◆ Dataset entries
++++

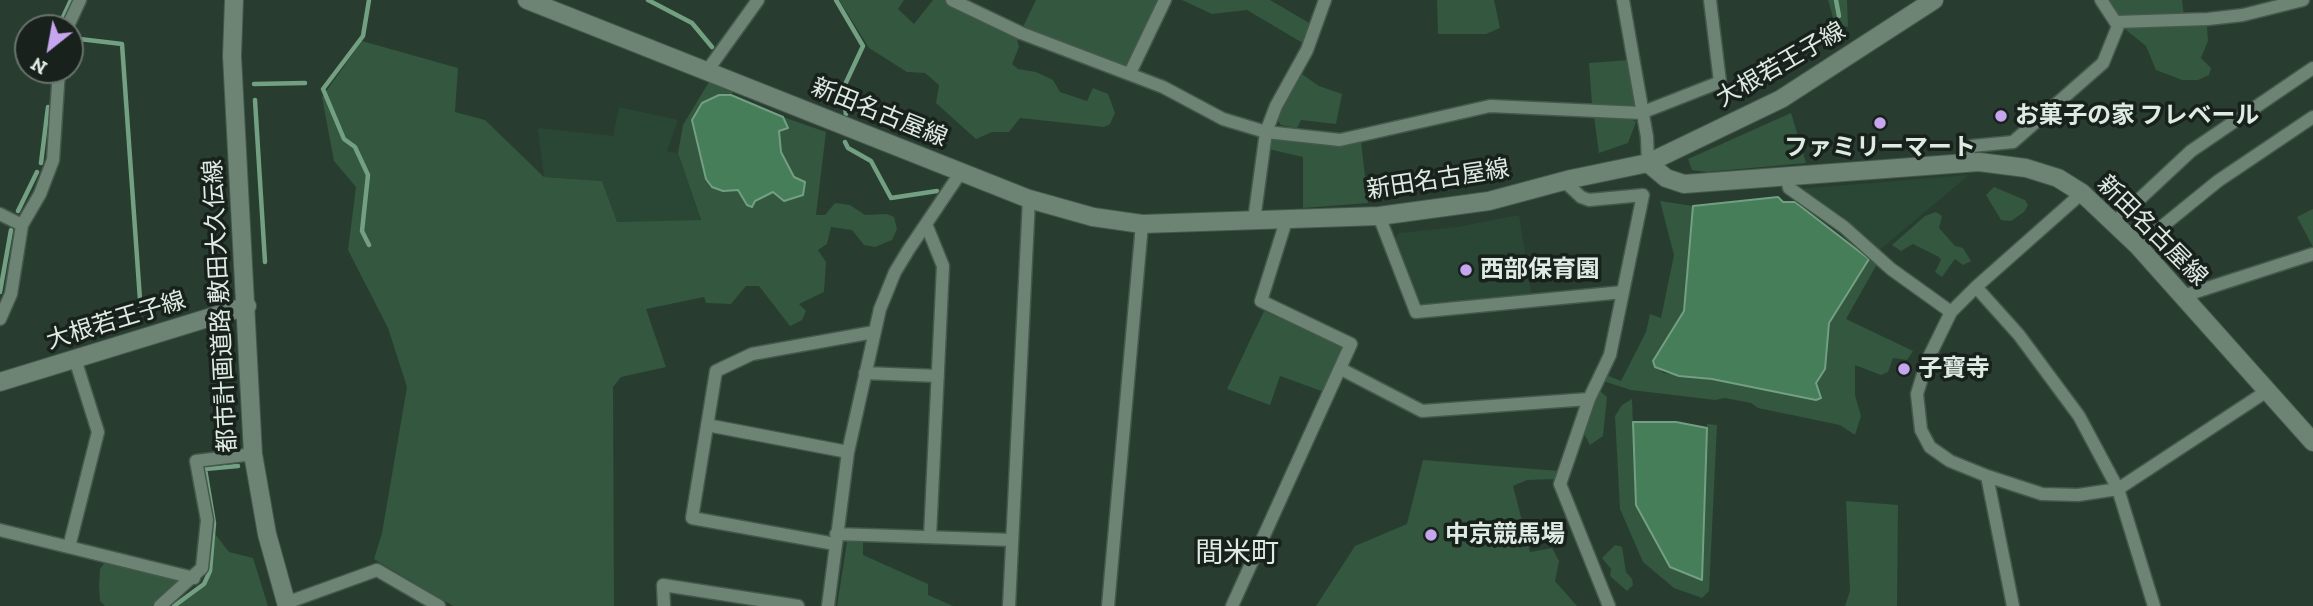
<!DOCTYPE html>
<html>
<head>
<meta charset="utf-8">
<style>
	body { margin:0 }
	#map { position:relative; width:2313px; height:606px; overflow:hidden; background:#283d2f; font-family:"Zilla Slab",serif }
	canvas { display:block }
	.north { position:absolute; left:14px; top:14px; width:70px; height:70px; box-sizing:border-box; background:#18211b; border:2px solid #67726b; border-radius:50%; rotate:211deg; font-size:19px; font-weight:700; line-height:28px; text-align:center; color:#deebe2 }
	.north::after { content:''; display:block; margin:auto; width:24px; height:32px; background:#c7a6f0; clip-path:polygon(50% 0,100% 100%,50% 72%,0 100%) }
</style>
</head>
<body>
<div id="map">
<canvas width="2313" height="606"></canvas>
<div class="north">N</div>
</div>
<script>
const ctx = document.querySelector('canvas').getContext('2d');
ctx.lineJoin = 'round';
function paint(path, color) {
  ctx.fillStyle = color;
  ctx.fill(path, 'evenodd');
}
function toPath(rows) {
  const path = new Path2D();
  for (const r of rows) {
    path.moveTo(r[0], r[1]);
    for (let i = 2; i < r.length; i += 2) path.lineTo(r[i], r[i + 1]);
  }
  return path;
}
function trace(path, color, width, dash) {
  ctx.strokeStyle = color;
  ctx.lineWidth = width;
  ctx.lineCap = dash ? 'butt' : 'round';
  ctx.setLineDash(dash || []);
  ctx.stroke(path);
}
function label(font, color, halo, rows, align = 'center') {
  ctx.font = font + ' "Zilla Slab","Noto Sans JP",serif';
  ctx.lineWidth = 7;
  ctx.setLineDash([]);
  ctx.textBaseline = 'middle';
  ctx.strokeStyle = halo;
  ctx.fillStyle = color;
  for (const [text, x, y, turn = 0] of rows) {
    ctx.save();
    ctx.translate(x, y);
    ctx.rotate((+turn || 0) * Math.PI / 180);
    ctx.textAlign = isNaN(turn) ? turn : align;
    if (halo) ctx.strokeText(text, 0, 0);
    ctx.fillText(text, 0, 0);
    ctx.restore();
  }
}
paint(toPath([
	[619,107,678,120,667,151,678,153,701,221,616,222,602,181,544,177,538,128,613,136],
	[1969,175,1877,252,1799,189],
	[1519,215,1532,298,1423,307,1416,303,1393,242,1399,233,1457,227]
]), '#2a4634');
paint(toPath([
	[839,0,904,0,898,9,914,24,933,0,946,0,965,13,1016,35,1019,47,1012,64,1018,69,1036,72,1053,80,1060,92,1087,101,1093,88,1108,94,1115,113,1110,124,1104,127,1020,118,1009,132,992,132,976,139,936,103,939,85,925,73,907,72,869,48],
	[1036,0,1161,0,1125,66,1022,29],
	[1182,0,1270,0,1311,24,1308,40,1301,42,1247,10,1212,14],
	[1437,0,1494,0,1500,28,1486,34,1438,34],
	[1828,0,1847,0,1848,27,1835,24],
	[2106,0,2182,0,2184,17,2116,18],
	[2207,25,2208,41,2201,58,2211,68,2209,75,2198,80,2182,80,2156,70,2146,46,2126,30,2129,27],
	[362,41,458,68,455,112,485,120,544,177,602,181,617,222,701,220,678,153,683,125,709,82,733,92,731,95,719,95,724,191,738,190,747,205,773,192,784,201,805,182,794,177,781,152,779,131,788,128,783,117,826,132,816,215,825,215,835,203,850,205,865,215,887,214,894,217,897,229,892,240,875,247,864,245,852,230,831,227,827,244,818,250,826,262,824,292,799,304,806,311,802,320,790,326,759,286,746,286,731,304,706,303,704,297,646,309,666,367,621,377,613,387,614,606,453,606,374,559,382,533,407,387,388,328,348,250,356,187,334,161,322,97],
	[1628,60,1636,107,1592,104,1589,63],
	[1302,74,1319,86,1342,94,1336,124,1301,120,1297,128,1281,125,1277,119],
	[1791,113,1806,163,1707,172,1692,170,1688,159],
	[1594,117,1628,117,1636,122,1628,143,1599,153],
	[1276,134,1361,141,1368,203,1303,208,1303,157,1268,149,1270,140],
	[1994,187,2025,200,2028,205,2024,212,2011,221,2001,220,1986,195],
	[1660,201,1693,206,1684,311,1653,361,1655,367,1664,373,1747,385,1816,383,1825,369,1829,324,1869,259,1877,264,1846,319,1913,351,1907,360,1893,358,1888,372,1881,375,1855,365,1855,395,1861,416,1855,435,1840,425,1758,408,1751,403,1725,398,1715,400,1631,390,1603,381,1606,375,1621,381,1646,332,1650,314,1661,318,1674,255],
	[2313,209,2313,247,2297,217],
	[1936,212,1942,216,1939,228,1955,246,1963,248,1971,261,1963,265,1955,259,1942,277,1935,272,1941,260,1939,257,1913,244,1901,251,1892,245,1925,216],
	[1264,311,1341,346,1342,353,1324,392,1280,376,1270,405,1227,389],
	[1600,391,1607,397,1603,436,1590,445,1583,432],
	[1632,399,1636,505,1702,580,1707,424,1717,425,1709,591,1702,598,1674,588,1643,562,1620,509,1615,416,1622,405],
	[1423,460,1559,471,1555,479,1527,480,1513,486,1530,552,1552,548,1559,561,1555,581,1577,606,1316,606,1355,546,1407,524],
	[1846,501,1898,505,1897,606,1845,606,1850,591],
	[215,534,229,552,253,558,268,606,177,606,205,585,211,572],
	[847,542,863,542,863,555,928,584,928,595,953,606,837,606],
	[1615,545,1622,547,1626,572,1632,579,1633,585,1627,591,1610,576,1611,569,1602,558],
	[106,561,177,579,175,585,152,606,105,606,100,601,99,586,100,569]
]), '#33573f');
const water = toPath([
	[719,95,731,95,783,117,788,128,779,131,781,152,794,177,805,182,803,195,784,201,773,192,755,201,752,207,747,205,738,190,723,191,712,187,706,179,692,120,702,103,719,95],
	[1778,197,1783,202,1795,202,1869,259,1829,323,1825,369,1816,383,1821,398,1816,400,1712,379,1679,376,1655,367,1653,361,1684,311,1693,206,1778,197],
	[1633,422,1676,422,1707,428,1702,580,1670,567,1636,505,1633,422]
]);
paint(water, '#457e59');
trace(water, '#739f82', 2);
trace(toPath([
	[369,0,363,36,323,89,344,139,355,147,368,175,362,231,369,245],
	[648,0,692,23,712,47],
	[836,0,863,46,842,91,846,114],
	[1836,0,1839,16],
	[58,28,71,0],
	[71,38,122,44,141,314],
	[254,84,305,83],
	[255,100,265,262],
	[845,142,848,148,871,161,891,198,937,191],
	[41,163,48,107],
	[18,211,37,172],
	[0,292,11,230],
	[174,606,204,584,210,571,214,523,205,469,238,466]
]), '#739f82', 4.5);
const street = toPath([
	[952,0,1021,33,1163,87,1223,119,1266,132,1340,140,1490,106,1641,113,1720,82,1710,0],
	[1623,0,1647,137,1648,163],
	[2116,22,2208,19,2243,15,2303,0],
	[67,28,80,0],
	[707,71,758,0],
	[1130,73,1165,0],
	[1960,164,1972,146,2013,142,2103,63,2118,26,2101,0],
	[1787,178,1789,188,1844,227,1891,269,1951,312],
	[1564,181,1581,197,1589,200,1643,195,1610,355,1589,399,1560,484,1609,606],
	[2082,193,1976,287,2019,335,2079,416,2118,489,2154,606],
	[0,214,22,225],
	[1379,216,1416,312,1623,292],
	[1254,220,1266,132,1276,106,1307,50,1325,0],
	[2115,222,2191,151,2313,68],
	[926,224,943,266,930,536],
	[2138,246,2218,181,2313,117],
	[1976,287,1951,312,1927,361,1917,394,1921,430,1930,447,1950,461,1987,476],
	[2183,296,2313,254],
	[0,319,11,294,22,225,40,194,53,160,59,70],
	[1341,369,1422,411,1589,399],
	[865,373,938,376],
	[707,425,848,452],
	[0,530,194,578],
	[836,534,1012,540],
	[835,544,692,518,716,371,752,354,874,332],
	[69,547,98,432,75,359],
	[286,603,377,570,439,606],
	[160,606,202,568,207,520,196,461,253,454],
	[664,606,663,585,798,606],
	[828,606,848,452,880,309,895,272,909,249,961,172],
	[1009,606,1029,199],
	[1108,606,1142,224],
	[1232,606,1351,344,1261,301,1286,221],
	[2013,606,1987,476,2042,494,2078,495,2118,489,2267,391]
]);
const secondary = toPath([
	[234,0,232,56,253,454,267,534,287,606],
	[527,0,1029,199,1093,217,1142,224,1379,216,1489,201,1571,179,1648,163,1781,99,1934,0],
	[1648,163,1666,178,1684,184,1979,162,2026,168,2058,178,2082,193,2138,246,2313,442],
	[0,382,247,306]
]);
trace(street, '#45584c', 15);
trace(secondary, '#45584c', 20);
trace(street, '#6d8474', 12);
trace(secondary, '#6d8474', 18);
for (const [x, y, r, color] of [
	[2001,116,7,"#c7a6f0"],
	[1880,123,7,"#c7a6f0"],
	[1466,270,7,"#c7a6f0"],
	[1904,369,7,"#c7a6f0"],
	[1431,535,7,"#c7a6f0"]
]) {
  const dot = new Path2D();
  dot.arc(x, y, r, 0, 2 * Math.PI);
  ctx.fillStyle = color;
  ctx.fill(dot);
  trace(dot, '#18211b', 2.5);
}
label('24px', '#deebe2', '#18211b', [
	["大根若王子線",1781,65,-30],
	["新田名古屋線",879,113,22],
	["新田名古屋線",1438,180,-9],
	["新田名古屋線",2152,231,45],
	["都市計画道路 敷田大久伝線",221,306,-93],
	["大根若王子線",116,321,-17]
]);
label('bold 24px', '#deebe2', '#18211b', [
	["お菓子の家 フレベール",2015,116],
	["ファミリーマート",1880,148,"center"],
	["西部保育園",1480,270],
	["子寶寺",1918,369],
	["中京競馬場",1445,535]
], 'left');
label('28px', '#deebe2', '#18211b', [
	["間米町",1237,554]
]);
</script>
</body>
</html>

++++

◆ What is being asked
Could you set down, word for word, only the lines above from the line with "if (halo) ctx.strokeText(text, 0, 0);" to the line with "[1519,215,1532,298,1423,307,1416,303,1393,242,1399,233,1457,227]", including both?

◆ Exercise result
    if (halo) ctx.strokeText(text, 0, 0);
    ctx.fillText(text, 0, 0);
    ctx.restore();
  }
}
paint(toPath([
	[619,107,678,120,667,151,678,153,701,221,616,222,602,181,544,177,538,128,613,136],
	[1969,175,1877,252,1799,189],
	[1519,215,1532,298,1423,307,1416,303,1393,242,1399,233,1457,227]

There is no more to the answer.